* Activity: Consider the data that follows and state how many lines contain the string "place", using the number alone.

** Provided material follows **

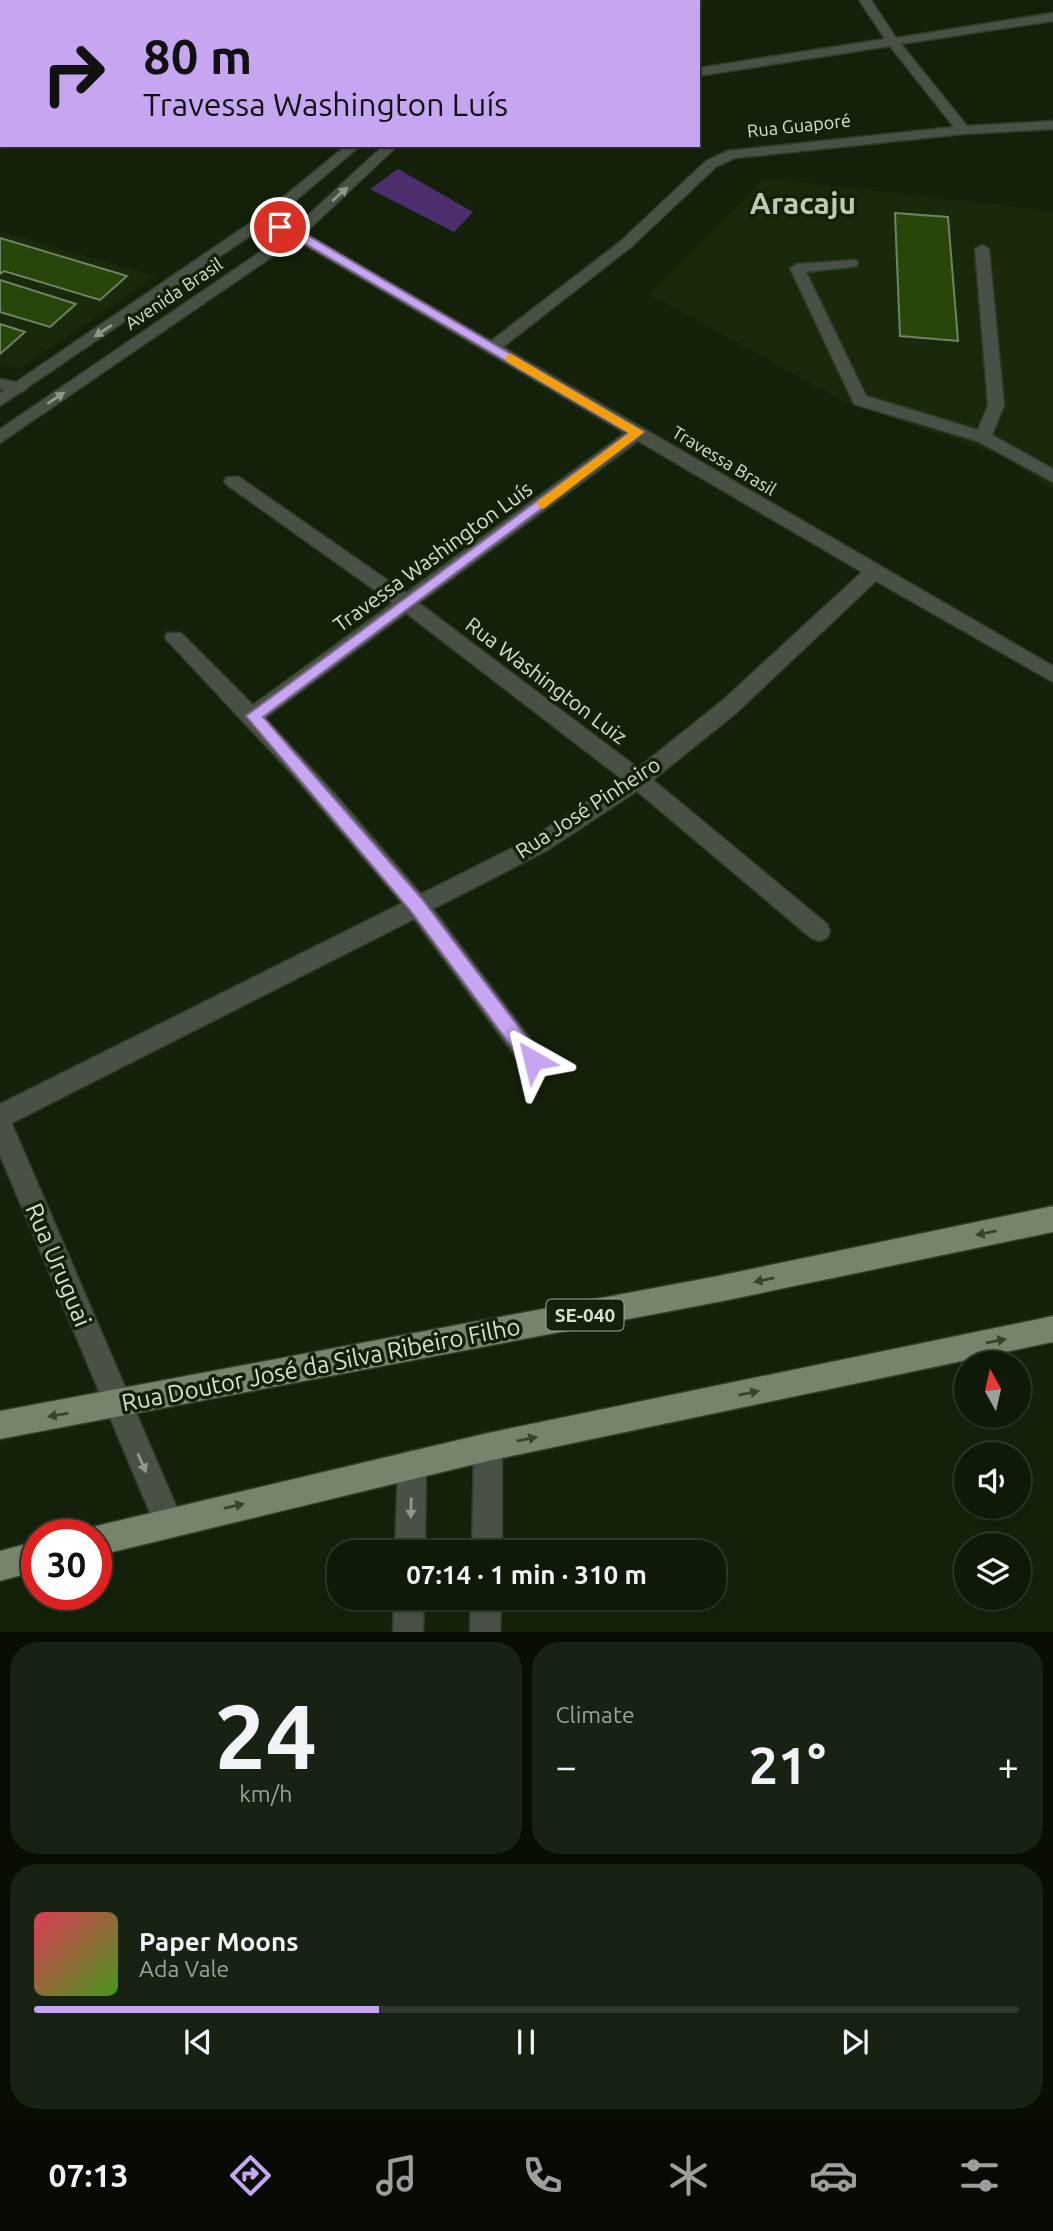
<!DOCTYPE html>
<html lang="en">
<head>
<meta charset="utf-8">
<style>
  body { margin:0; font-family:Ubuntu,sans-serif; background:#182212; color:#f1f3f6; height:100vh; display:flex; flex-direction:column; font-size:26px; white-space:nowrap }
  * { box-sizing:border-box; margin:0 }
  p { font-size:23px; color:#9ba09c }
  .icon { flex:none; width:38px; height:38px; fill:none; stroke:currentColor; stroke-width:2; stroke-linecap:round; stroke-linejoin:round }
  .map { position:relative; height:1632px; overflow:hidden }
  .sheet { display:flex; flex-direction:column; gap:10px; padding:10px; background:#080e04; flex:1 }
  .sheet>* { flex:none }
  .top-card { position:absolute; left:0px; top:0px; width:700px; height:147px; box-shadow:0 2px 5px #0004,0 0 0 2px #2f3829; background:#c6a6f0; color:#111; overflow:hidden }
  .needle { width:46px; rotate:352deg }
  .fabs { position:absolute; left:954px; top:1351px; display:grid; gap:14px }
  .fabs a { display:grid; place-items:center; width:77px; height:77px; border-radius:50%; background:#0f1908; box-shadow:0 2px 5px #0004,0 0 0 2px #2f3829; font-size:35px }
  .speed { position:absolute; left:21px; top:1519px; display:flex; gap:14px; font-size:35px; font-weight:700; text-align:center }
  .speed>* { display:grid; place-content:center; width:91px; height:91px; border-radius:50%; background:#0f1908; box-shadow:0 2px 5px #0004,0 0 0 2px #2f3829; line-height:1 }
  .speed .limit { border:10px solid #d22; background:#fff; color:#111 }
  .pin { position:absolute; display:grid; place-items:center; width:60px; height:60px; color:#fff; margin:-30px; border:4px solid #fff; border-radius:50%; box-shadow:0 2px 7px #0007 }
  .me { position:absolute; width:77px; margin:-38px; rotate:323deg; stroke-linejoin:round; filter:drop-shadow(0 0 5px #0008) }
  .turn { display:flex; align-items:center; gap:24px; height:147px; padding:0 28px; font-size:32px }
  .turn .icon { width:91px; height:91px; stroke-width:2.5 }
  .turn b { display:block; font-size:49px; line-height:60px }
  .big { font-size:52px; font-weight:700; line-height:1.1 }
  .sheet .card { flex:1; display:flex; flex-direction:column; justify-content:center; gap:10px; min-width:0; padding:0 24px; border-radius:28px; background:#182212 }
  .sheet .dial { align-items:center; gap:0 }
  .dial b { font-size:91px; line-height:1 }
  .song { display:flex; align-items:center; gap:21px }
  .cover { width:84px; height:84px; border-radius:10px; background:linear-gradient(135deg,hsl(350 70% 55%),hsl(100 70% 35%)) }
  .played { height:7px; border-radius:4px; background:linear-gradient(90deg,#c6a6f0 35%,#2f3829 35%) }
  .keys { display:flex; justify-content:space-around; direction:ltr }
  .heat { display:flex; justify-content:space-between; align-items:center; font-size:38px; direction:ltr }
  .sheet .tiles { flex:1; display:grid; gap:10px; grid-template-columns:1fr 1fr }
  .card:last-child { grid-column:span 2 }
  .trip { position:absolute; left:327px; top:1540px; width:399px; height:70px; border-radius:28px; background:#0f1908; box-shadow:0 2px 5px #0004,0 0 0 2px #2f3829; font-weight:700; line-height:70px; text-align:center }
  .tabs { display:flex; height:112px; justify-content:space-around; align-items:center; background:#060a03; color:#9ba09c }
  .tabs .icon { width:49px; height:49px }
  .tabs .current { color:#c6a6f0 }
  .tabs b { font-size:32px; color:#f1f3f6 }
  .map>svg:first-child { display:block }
</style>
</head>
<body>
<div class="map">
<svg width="1053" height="1633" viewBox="0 0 1053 1633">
  <rect width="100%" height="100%" fill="#14210a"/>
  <!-- built -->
  <g fill="#19290c">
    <path d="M764,178L1053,211V490L1005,457L843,401L649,294Z"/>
    <path d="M0,231L155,276L21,368L0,364Z"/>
  </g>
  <!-- green -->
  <path fill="#4c2e6d" d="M398,169L473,212L454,232L370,189Z"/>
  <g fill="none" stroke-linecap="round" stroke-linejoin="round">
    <!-- stream -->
    <rect fill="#8b76a4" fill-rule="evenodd" x="405" y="0" width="6" height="2"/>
  </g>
  <!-- building -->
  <g fill="#28460a" stroke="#718166" stroke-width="2">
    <path d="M895,213L948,217L958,341L900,336Z"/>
    <path d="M0,238L127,276L100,300L4,271L0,274Z"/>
    <path d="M0,280L76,304L50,327L0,312Z"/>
    <path d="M0,324L25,332L0,354Z"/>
  </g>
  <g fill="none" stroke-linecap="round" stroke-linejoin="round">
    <defs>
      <path id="service" d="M982,245L989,249L1004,405L992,435L1053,469V482L977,441L854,404L790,268L797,264L856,260L858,263L856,266L851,267L806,272L866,396L978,430L988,405L975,249Z"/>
      <g id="minor">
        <path d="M48,0H60L47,2Z"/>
        <path d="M859,0H871L896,38L1053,13V21L901,44L967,126L1053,121V129L963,134L735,158L716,167L631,247L503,347L1053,666V682L876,581L736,713L653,780L827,924L830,931L827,938L819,941L811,938L637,791L546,851L433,909L540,1052L544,1060L540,1068L532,1071L524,1068L414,919L0,1129V1104L402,903L291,773L165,638L167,633H181L253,705L393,603L227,485L224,481L227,477H239L406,593L625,433L291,237L259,223V217H269L301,231L491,341L621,241L706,161L727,151L954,127L890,46L698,76V68L885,39ZM638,441L862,572L722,701L638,768L419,603ZM406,613L622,779L530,839L421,894L335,794L265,718Z"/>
        <path d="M2,121V132L0,133V122Z"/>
        <path d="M0,379L26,384L28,388L20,393L0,389Z"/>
        <path d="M488,1433L498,1437L502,1447V1552H472L474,1447L478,1437Z"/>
        <path d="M412,1450L422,1454L426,1464L425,1552H395L398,1464L402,1454Z"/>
        <path d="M394,1598H424L423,1633H393Z"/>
        <path d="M471,1598H501L500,1633H470Z"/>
      </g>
      <g id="tertiary">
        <rect x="387" y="0" width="12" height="2"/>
        <rect x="416" y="0" width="12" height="2"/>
        <path d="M347,145H361L269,223L0,406V393L259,217Z"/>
        <path d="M384,145H398L301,237L0,443V429L291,231Z"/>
        <path d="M0,1114L9,1117L183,1522L178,1532L168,1537L158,1532L0,1155Z"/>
      </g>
      <g id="primary">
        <path d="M1053,1206V1232L718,1302L0,1439V1411L718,1276Z"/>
        <path d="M1053,1316V1342L488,1461L96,1556V1535H84L86,1531L96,1526L488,1433Z"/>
        <path d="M37,1541V1571L0,1581V1551Z"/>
      </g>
    </defs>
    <!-- service casing -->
    <use href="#service" stroke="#2f3c26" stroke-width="3"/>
    <!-- minor casing -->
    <use href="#minor" stroke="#2f3c26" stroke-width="3"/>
    <!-- tertiary casing -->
    <use href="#tertiary" stroke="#2f3c26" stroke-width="3"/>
    <!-- primary casing -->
    <use href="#primary" stroke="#2f3c26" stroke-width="3"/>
    <!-- service -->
    <use href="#service" fill="#495045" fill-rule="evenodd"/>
    <!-- minor -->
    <use href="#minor" fill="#495045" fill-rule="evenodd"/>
    <!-- tertiary -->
    <use href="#tertiary" fill="#495045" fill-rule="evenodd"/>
    <!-- primary -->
    <use href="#primary" fill="#76836d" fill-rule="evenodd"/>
  </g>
  <!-- one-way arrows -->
  <defs><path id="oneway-solid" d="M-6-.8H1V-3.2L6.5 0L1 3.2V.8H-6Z" transform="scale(1.75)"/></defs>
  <g fill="#90988b">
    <use href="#oneway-solid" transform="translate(340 194) rotate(-42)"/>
    <use href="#oneway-solid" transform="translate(103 331) rotate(146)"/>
    <use href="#oneway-solid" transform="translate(56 398) rotate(-34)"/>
    <use href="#oneway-solid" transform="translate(142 1463) rotate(66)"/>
    <use href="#oneway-solid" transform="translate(411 1508) rotate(91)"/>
  </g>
  <g fill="#36432d">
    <use href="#oneway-solid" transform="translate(986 1233) rotate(168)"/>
    <use href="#oneway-solid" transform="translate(764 1280) rotate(168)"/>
    <use href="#oneway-solid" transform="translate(996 1341) rotate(-12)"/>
    <use href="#oneway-solid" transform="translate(749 1393) rotate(-12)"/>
    <use href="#oneway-solid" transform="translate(58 1415) rotate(170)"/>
    <use href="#oneway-solid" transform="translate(527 1439) rotate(-12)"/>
    <use href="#oneway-solid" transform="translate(234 1506) rotate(-13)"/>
  </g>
  <!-- route -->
  <path fill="#c6a6f0" stroke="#816c9c" stroke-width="2" d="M280,224L300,231L644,432L263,717L422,899L539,1054L542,1060L539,1066L533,1069L526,1066L410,910L246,716L629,433L292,236L276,229V225Z"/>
  <!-- slow -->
  <path fill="#f59e0b" d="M511,354L644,432L543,509L536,504L538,501L629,433L506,361V355Z"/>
  <g text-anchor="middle" stroke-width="7" stroke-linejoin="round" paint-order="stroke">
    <!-- far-street labels -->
    <g font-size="18" fill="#d7e0d1" stroke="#14210a">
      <text transform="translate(799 126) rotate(-6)" y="6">Rua Guaporé</text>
      <text transform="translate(174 294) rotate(-34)" y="6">Avenida Brasil</text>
      <text transform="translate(724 461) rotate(31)" y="6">Travessa Brasil</text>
    </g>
    <!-- shield labels -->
    <rect fill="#14210a" stroke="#9ca795" stroke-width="2" x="546.5" y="1299.5" width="77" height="31" rx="5"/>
    <g font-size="19" font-weight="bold" fill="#d7e0d1">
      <text x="585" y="1322">SE-040</text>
    </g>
    <!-- street labels -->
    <g font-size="21" fill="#d7e0d1" stroke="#14210a">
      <text transform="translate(433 557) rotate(-36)" y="7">Travessa Washington Luís</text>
      <text transform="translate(546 681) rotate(37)" y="7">Rua Washington Luiz</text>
      <text transform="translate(588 808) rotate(-33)" y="7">Rua José Pinheiro</text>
    </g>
    <!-- near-street labels -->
    <g font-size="24" fill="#d7e0d1" stroke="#14210a">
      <text transform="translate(58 1265) rotate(67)" y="8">Rua Uruguai</text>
      <text transform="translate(321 1365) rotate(-11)" y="8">Rua Doutor José da Silva Ribeiro Filho</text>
    </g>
    <!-- far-town labels -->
    <g font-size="30" font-weight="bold" fill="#bbcdb0" stroke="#14210a">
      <text x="803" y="214">Aracaju</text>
    </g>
  </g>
</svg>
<div class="fabs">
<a><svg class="needle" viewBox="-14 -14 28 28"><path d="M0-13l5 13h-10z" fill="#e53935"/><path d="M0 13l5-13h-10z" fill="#9ba09c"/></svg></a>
<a><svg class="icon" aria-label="sound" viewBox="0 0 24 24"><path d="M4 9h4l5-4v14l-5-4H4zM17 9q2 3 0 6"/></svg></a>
<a><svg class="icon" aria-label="layers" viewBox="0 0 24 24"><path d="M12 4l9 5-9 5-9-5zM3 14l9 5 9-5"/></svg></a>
</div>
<div class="speed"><div class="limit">30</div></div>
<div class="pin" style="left:280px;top:227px;background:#d93025"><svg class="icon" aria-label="arrive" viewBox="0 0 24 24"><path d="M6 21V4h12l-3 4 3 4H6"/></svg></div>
<svg class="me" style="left:533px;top:1060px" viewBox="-20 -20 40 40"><path d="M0-17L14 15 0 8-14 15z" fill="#c6a6f0" stroke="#fff" stroke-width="4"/></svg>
<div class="trip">07:14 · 1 min · 310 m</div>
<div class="top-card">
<div class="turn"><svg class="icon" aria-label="right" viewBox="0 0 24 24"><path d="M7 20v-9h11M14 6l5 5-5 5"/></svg><div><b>80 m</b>Travessa Washington Luís</div></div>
</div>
</div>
<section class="sheet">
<div class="tiles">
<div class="card dial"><b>24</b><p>km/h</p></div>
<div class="card"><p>Climate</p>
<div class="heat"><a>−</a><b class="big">21°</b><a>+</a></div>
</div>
<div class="card">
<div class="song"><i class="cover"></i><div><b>Paper Moons</b><p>Ada Vale</p></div></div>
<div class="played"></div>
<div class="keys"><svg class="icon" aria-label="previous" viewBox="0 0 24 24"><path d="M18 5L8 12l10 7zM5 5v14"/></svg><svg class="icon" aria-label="pause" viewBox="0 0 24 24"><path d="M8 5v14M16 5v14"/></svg><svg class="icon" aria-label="next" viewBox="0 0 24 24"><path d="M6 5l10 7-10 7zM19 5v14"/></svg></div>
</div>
</div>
</section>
<nav class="tabs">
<b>07:13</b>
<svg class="icon current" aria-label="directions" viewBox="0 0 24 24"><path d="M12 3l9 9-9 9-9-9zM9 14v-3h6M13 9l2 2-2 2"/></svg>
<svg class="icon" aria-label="music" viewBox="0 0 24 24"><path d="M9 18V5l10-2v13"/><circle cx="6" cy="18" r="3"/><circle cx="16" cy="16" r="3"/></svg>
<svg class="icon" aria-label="phone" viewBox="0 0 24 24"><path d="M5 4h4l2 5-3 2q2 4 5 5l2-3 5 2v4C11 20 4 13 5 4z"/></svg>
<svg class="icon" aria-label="climate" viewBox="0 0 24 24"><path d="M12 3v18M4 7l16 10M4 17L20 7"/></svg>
<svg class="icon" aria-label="car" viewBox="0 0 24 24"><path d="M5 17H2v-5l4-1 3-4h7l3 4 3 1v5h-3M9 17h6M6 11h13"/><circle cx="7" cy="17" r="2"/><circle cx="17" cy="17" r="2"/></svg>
<svg class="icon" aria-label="filters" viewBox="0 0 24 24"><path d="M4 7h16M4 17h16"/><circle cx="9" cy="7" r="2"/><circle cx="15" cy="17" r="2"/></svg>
</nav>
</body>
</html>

** End of Provided material **

* Solution to the problem: 3